Biological Red Snow – And of course, there’s also such a thing as a Green Snow but we’re here to talk about Red snow here, right? Of course.

Microbiologist Brian Duval hates this part, so let’s just deal with the snickering up front. Yes, he studies yellow snow.

See? There’s even a yellow snow!

Snow algae aren’t ice algae. Many of the ice species tolerate salt water and survive in solid ice packs at the poles. “They’re completely different species,” Duval says, sounding a little surprised that anyone would want to lump the groups together.

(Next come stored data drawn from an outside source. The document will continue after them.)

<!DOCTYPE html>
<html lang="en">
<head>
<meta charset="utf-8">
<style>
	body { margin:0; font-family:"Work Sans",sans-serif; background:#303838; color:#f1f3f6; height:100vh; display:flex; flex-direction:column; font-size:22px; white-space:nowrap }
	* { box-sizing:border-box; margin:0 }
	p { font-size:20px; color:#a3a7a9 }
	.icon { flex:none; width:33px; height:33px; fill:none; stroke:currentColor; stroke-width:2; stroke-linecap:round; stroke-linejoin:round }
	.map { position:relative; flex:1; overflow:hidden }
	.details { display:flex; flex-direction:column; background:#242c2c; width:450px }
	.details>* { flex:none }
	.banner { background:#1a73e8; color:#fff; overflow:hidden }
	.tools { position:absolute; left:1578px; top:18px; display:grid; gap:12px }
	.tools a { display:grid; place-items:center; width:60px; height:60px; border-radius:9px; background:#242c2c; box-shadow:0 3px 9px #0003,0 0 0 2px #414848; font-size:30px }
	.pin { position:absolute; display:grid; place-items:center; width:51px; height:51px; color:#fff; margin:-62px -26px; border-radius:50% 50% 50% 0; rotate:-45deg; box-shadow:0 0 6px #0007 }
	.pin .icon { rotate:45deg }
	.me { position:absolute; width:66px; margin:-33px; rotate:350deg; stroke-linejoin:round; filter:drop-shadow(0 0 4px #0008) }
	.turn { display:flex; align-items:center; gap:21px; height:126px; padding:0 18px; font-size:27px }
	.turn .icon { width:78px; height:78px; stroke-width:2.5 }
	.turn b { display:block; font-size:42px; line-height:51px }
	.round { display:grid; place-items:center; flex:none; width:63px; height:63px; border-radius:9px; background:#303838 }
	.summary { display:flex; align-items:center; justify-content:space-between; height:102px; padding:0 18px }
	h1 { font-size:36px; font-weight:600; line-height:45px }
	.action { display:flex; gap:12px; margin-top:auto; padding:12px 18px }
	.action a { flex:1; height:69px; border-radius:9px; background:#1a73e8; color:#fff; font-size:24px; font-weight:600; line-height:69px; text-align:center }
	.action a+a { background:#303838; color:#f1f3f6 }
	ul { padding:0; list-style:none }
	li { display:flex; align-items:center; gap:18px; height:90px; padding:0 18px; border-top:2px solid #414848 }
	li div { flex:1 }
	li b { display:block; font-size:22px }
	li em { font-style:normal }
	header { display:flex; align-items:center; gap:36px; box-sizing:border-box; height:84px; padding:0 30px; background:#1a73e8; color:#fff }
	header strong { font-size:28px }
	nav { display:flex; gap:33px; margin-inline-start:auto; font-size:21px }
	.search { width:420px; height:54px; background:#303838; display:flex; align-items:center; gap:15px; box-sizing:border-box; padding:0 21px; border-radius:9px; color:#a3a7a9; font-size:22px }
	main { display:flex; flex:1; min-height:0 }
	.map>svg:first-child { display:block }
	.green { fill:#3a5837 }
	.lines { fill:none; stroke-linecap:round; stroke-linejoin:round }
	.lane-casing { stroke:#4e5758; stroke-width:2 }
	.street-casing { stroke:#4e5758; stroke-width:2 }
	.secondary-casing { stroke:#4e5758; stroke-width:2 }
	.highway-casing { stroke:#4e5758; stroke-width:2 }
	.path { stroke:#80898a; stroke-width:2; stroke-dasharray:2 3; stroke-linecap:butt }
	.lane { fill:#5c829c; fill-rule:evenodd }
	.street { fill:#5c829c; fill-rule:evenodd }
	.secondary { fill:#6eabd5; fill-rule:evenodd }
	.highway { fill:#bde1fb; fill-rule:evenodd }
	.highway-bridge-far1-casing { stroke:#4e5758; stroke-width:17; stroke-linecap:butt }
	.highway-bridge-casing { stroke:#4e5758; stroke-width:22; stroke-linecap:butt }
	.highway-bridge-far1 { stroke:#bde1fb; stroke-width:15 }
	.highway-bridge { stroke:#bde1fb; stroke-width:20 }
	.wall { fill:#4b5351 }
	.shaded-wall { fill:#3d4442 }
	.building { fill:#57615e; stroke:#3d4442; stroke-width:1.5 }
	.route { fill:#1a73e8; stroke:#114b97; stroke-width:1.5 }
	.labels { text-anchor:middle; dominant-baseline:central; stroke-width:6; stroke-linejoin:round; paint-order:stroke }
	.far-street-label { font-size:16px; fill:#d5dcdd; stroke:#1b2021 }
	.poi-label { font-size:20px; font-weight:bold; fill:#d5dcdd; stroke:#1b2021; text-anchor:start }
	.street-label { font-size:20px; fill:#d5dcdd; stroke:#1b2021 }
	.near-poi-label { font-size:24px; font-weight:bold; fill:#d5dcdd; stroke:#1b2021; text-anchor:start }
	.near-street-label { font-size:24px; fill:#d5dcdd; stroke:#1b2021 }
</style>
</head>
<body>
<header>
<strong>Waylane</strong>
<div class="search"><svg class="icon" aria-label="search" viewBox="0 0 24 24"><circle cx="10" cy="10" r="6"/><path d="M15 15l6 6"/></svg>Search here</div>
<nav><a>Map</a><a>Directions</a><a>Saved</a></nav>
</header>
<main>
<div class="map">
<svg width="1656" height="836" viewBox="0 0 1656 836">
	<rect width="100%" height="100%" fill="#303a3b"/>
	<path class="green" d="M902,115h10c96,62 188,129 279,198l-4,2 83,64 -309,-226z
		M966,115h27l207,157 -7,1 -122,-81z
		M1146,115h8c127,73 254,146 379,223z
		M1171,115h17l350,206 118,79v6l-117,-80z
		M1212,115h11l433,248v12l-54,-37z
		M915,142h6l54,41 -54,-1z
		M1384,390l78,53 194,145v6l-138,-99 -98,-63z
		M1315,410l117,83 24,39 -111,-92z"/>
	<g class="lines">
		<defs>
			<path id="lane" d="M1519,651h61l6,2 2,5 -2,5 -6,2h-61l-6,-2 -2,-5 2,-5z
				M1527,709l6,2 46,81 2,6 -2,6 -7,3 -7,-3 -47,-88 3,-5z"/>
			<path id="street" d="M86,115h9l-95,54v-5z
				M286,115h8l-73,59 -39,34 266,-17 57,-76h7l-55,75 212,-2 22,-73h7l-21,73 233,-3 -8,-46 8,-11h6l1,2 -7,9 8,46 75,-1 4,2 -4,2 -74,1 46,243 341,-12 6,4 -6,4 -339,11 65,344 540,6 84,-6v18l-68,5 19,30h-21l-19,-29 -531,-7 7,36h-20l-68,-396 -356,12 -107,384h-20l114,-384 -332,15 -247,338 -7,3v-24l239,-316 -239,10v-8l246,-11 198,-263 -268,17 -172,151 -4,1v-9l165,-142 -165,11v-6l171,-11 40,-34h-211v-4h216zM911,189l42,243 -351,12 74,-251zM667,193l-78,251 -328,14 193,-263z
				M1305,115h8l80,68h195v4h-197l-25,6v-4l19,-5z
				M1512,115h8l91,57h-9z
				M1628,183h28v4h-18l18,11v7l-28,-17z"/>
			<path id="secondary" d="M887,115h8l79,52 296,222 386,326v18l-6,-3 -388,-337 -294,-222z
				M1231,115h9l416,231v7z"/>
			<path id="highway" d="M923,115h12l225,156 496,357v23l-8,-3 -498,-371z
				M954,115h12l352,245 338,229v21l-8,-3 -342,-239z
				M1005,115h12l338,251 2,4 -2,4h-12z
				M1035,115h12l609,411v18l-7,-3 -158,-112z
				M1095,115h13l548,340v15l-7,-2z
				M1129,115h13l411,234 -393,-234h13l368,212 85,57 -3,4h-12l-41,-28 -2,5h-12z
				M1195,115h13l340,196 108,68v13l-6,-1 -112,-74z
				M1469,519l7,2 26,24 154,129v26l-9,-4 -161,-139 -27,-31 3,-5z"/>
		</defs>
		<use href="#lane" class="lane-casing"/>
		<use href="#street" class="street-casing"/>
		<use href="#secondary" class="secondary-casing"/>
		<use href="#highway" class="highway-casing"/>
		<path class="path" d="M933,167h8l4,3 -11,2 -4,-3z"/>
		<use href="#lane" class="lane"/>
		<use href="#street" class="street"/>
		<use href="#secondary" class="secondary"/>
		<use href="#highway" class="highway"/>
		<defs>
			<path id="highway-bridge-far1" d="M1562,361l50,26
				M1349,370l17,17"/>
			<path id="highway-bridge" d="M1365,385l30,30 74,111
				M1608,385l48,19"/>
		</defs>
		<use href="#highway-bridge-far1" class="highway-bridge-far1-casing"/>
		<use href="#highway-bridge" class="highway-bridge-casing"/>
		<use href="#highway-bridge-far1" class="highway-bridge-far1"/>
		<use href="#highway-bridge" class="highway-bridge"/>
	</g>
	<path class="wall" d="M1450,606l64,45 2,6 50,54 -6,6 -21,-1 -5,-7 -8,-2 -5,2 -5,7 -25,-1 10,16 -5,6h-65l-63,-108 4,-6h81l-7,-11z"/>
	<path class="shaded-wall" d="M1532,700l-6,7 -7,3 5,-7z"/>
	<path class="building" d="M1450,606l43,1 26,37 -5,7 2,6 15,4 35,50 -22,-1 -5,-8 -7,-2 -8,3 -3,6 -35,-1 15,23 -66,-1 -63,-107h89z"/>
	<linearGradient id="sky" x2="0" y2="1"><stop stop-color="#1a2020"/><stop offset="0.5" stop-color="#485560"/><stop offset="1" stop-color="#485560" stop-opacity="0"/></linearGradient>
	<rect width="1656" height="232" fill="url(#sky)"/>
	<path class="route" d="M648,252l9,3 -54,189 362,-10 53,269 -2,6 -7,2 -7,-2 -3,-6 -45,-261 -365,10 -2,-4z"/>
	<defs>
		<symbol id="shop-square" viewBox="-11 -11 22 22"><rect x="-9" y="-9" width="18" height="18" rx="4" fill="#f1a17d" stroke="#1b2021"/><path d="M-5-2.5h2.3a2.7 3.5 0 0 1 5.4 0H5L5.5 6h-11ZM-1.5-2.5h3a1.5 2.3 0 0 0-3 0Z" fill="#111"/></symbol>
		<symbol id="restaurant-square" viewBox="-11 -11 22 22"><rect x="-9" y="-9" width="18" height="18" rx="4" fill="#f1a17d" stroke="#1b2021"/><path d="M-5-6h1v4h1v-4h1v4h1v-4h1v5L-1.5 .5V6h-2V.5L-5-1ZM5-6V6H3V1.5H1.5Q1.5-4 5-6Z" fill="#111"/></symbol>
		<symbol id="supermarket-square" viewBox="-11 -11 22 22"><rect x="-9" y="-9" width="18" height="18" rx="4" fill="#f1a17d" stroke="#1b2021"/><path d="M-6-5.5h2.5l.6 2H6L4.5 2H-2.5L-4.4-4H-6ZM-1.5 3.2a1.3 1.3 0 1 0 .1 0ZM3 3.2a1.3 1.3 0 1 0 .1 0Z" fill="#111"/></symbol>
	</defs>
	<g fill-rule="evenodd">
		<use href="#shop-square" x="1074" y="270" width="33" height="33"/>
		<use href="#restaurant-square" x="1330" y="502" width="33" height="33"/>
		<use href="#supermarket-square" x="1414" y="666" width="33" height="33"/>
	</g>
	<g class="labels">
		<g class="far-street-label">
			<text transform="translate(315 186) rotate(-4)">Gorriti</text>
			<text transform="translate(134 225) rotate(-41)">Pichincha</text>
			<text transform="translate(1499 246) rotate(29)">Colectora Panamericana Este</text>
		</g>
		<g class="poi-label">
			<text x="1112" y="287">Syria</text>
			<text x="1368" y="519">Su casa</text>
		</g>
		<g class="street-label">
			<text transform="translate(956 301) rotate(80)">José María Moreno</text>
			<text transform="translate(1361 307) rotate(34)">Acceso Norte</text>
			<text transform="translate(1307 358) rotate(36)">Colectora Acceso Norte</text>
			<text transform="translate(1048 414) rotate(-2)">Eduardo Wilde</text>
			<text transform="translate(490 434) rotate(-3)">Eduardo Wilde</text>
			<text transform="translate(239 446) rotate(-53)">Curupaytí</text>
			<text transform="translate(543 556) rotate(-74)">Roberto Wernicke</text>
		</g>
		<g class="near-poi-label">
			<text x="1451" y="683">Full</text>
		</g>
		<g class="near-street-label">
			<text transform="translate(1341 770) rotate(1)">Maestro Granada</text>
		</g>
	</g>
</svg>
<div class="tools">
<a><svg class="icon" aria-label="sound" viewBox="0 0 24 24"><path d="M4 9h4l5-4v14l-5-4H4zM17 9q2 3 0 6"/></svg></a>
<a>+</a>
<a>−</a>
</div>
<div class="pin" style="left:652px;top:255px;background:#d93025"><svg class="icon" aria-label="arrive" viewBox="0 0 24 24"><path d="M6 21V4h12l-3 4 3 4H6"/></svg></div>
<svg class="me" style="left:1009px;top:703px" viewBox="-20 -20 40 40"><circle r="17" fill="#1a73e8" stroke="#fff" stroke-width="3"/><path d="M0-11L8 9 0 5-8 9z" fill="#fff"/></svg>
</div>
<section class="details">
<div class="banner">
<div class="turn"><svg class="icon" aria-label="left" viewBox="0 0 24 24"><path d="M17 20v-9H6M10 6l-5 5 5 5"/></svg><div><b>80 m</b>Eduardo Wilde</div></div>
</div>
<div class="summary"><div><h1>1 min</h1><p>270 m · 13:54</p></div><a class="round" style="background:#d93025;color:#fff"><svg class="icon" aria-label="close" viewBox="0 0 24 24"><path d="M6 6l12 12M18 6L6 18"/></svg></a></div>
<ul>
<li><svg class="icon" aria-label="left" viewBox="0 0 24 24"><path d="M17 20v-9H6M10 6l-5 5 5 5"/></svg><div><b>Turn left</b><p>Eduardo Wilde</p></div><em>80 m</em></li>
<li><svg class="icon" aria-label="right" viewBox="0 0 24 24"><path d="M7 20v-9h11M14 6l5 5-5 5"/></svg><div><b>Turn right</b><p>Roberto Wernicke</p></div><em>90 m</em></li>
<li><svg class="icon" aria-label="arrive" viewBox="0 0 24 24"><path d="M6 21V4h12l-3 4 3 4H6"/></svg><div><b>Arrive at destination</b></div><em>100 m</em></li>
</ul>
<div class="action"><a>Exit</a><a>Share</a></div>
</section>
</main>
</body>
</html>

To find snow algae, look for serious snow, long lasting and several feet deep. William H. Thomas of Scripps Institution of Oceanography in La Jolla, Calif., goes to the high spots in Yosemite National Park and other snowfields at least 10,000 feet up in the Sierra Nevadas, the Cascades, and the Rocky Mountains. There, Thomas’ particular passion, watermelon snow, tinted mostly by Chlamydomonas nivalis, ripens around July in the same places year after year.

“The red snow gets all the publicity,” remarks Ronald W. Hoham of Colgate University in Hamilton, N.Y. “I find the green and orange more interesting.”

Red snow From Britanica Encyclopedia – Here’s another one that is soo credible by their name alone.

Snow or ice surfaces, usually overlying soil on mountains, that are coloured by algae such as Chlamydomonas or Raphidonema. During seasons when there is little sunlight and temperatures are below the freezing point, the algae are dormant.

PS: And of course there are songs about “Red Snow” and there are tons of Lyrics about Red snow, including one from Psychostick.